Last release: v.1.4.00
Release date: 20th Aug 2013
Download link: [[{{{link}}}]]
Source code: QuiXoT at GitHub
Licence: Please read Licencing
Requirements


QuiXoT is an open source software created for the quantitation and statistical analysis of quantitative proteomics experiments. It has been developed at the Cardiovascular Proteomics Laboratory of Prof Jesús Vázquez, at the Centro Nacional de Investigaciones Cardiovasculares (CNIC), Madrid, Spain.

It has been developed in Visual C#, hence users must install the .NET Framework 2.0 or higher (not necessary for Windows 7 users), which can be downloaded from this link.

Download

You can download QuiXoT 1.4.00 from this link: File:QuiXoT 1.4.00.zip

Installation instructions

QuiXoT v1.4.00 is a portable, standalone application, so you do not need to install it to execute it.

Unzip the QuiXoT 1.4.00 folder (which you will find within the above-linked zip file) where you prefer in your computer. Then execute the QuiXoT.exe file (make sure it is the executable file, which has the QuiXoT logo, and not the QuiXoT.exe.config file, which will look as if it were called "QuiXoT.exe" when hiding file extensions). You may want to create a shortcut on your desktop or elsewhere to have fast access to QuiXoT.

Using QuiXoT

See also the article: DataGrid information in QuiXoT.
See also the article: Filtering data in QuiXoT.
See also the article: Sorting data in QuiXoT.
See also the article: Recommended parameters for QuiXoT strategies.

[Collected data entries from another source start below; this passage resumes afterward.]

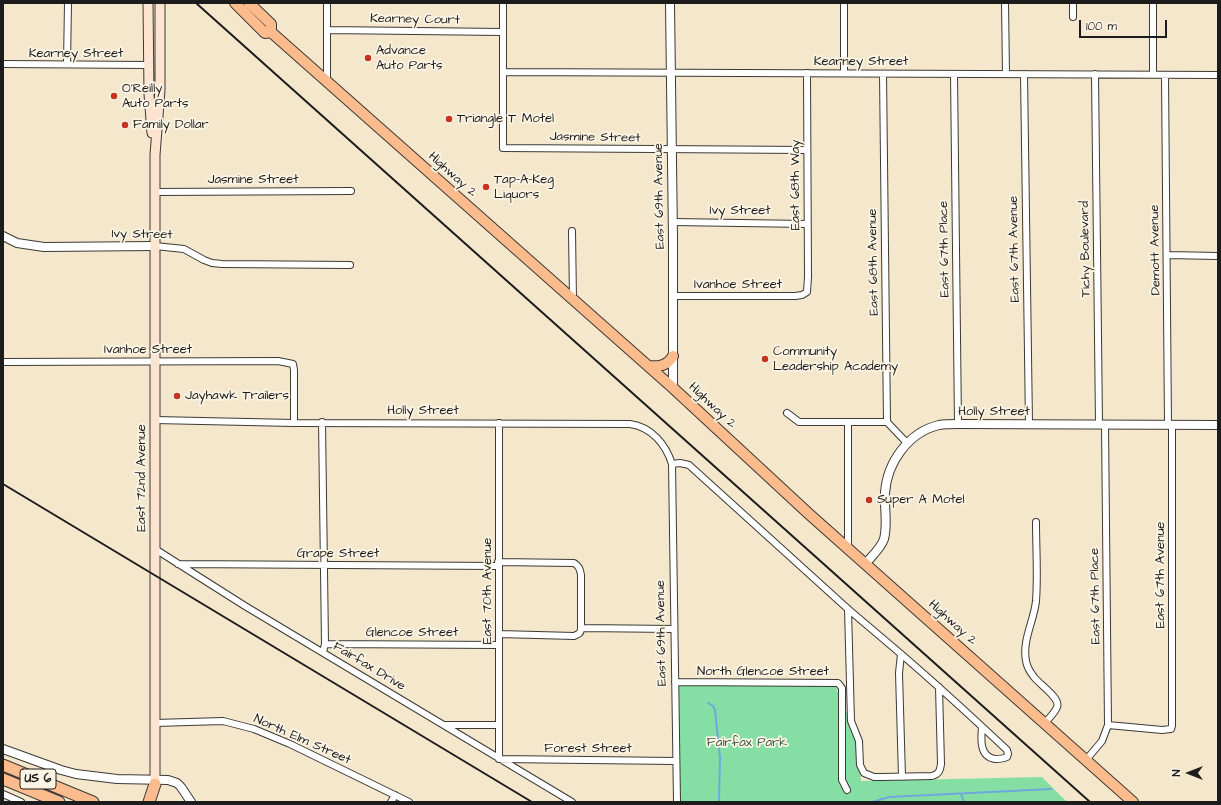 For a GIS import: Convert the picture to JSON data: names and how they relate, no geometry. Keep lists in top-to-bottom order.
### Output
{
  "streets": {
    "highway": ["US 6"],
    "main road": ["Highway 2", "East 72nd Avenue"],
    "street": [
      "Kearney Court",
      "Kearney Street",
      "Jasmine Street",
      "East 68th Way",
      "East 69th Avenue",
      "Ivy Street",
      "East 67th Place",
      "East 67th Avenue",
      "Tichy Boulevard",
      "Demott Avenue",
      "East 68th Avenue",
      "Ivanhoe Street",
      "Holly Street",
      "Grape Street",
      "East 70th Avenue",
      "Glencoe Street",
      "Fairfax Drive",
      "North Glencoe Street",
      "North Elm Street",
      "Forest Street"
    ]
  },
  "crossings": [
    ["Kearney Street", "Jasmine Street"],
    ["Kearney Street", "East 68th Way"],
    ["Kearney Street", "East 69th Avenue"],
    ["Kearney Street", "East 67th Place"],
    ["Kearney Street", "East 67th Avenue"],
    ["Kearney Street", "Tichy Boulevard"],
    ["Kearney Street", "Demott Avenue"],
    ["Kearney Street", "East 68th Avenue"],
    ["Kearney Street", "East 72nd Avenue"],
    ["Jasmine Street", "East 68th Way"],
    ["Jasmine Street", "East 69th Avenue"],
    ["Jasmine Street", "East 72nd Avenue"],
    ["Highway 2", "East 69th Avenue"],
    ["Highway 2", "East 67th Place"],
    ["Highway 2", "Holly Street"],
    ["East 68th Way", "Ivy Street"],
    ["East 68th Way", "Ivanhoe Street"],
    ["East 69th Avenue", "Ivy Street"],
    ["East 69th Avenue", "Ivanhoe Street"],
    ["East 69th Avenue", "Holly Street"],
    ["East 69th Avenue", "North Glencoe Street"],
    ["East 69th Avenue", "Forest Street"],
    ["Ivy Street", "East 72nd Avenue"],
    ["East 67th Place", "East 67th Avenue"],
    ["East 67th Place", "Tichy Boulevard"],
    ["East 67th Place", "Holly Street"],
    ["East 67th Avenue", "Demott Avenue"],
    ["East 67th Avenue", "Holly Street"],
    ["Tichy Boulevard", "Holly Street"],
    ["Demott Avenue", "Holly Street"],
    ["Ivanhoe Street", "Holly Street"],
    ["Ivanhoe Street", "East 72nd Avenue"],
    ["Holly Street", "East 72nd Avenue"],
    ["Holly Street", "East 70th Avenue"],
    ["East 72nd Avenue", "Fairfax Drive"],
    ["East 72nd Avenue", "North Elm Street"],
    ["Grape Street", "East 70th Avenue"],
    ["Grape Street", "Fairfax Drive"],
    ["East 70th Avenue", "Glencoe Street"],
    ["East 70th Avenue", "Fairfax Drive"],
    ["East 70th Avenue", "Forest Street"],
    ["Fairfax Drive", "Forest Street"]
  ],
  "parks": ["Fairfax Park"],
  "places": [
    "Advance Auto Parts",
    "O'Reilly Auto Parts",
    "Triangle T Motel",
    "Family Dollar",
    "Tap-A-Keg Liquors",
    "Community Leadership Academy",
    "Jayhawk Trailers",
    "Super A Motel"
  ],
  "scale_bar": "100 m",
  "north": "left"
}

Part I: Checking an existent QuiXoT analysis

The QuiXML files

QuiXoT makes use of a QuiXML files, which is an ad hoc XML format created to manage the three levels of information treated: identification, quantitation and statistical information. To check a list of the different fields used in QuiXML files (i.e., the columns appearing in the main window of QuiXoT), you can check the article DataGrid information in QuiXoT.

After dragging and dropping the QuiXML file, you will have to choose the quantitation method.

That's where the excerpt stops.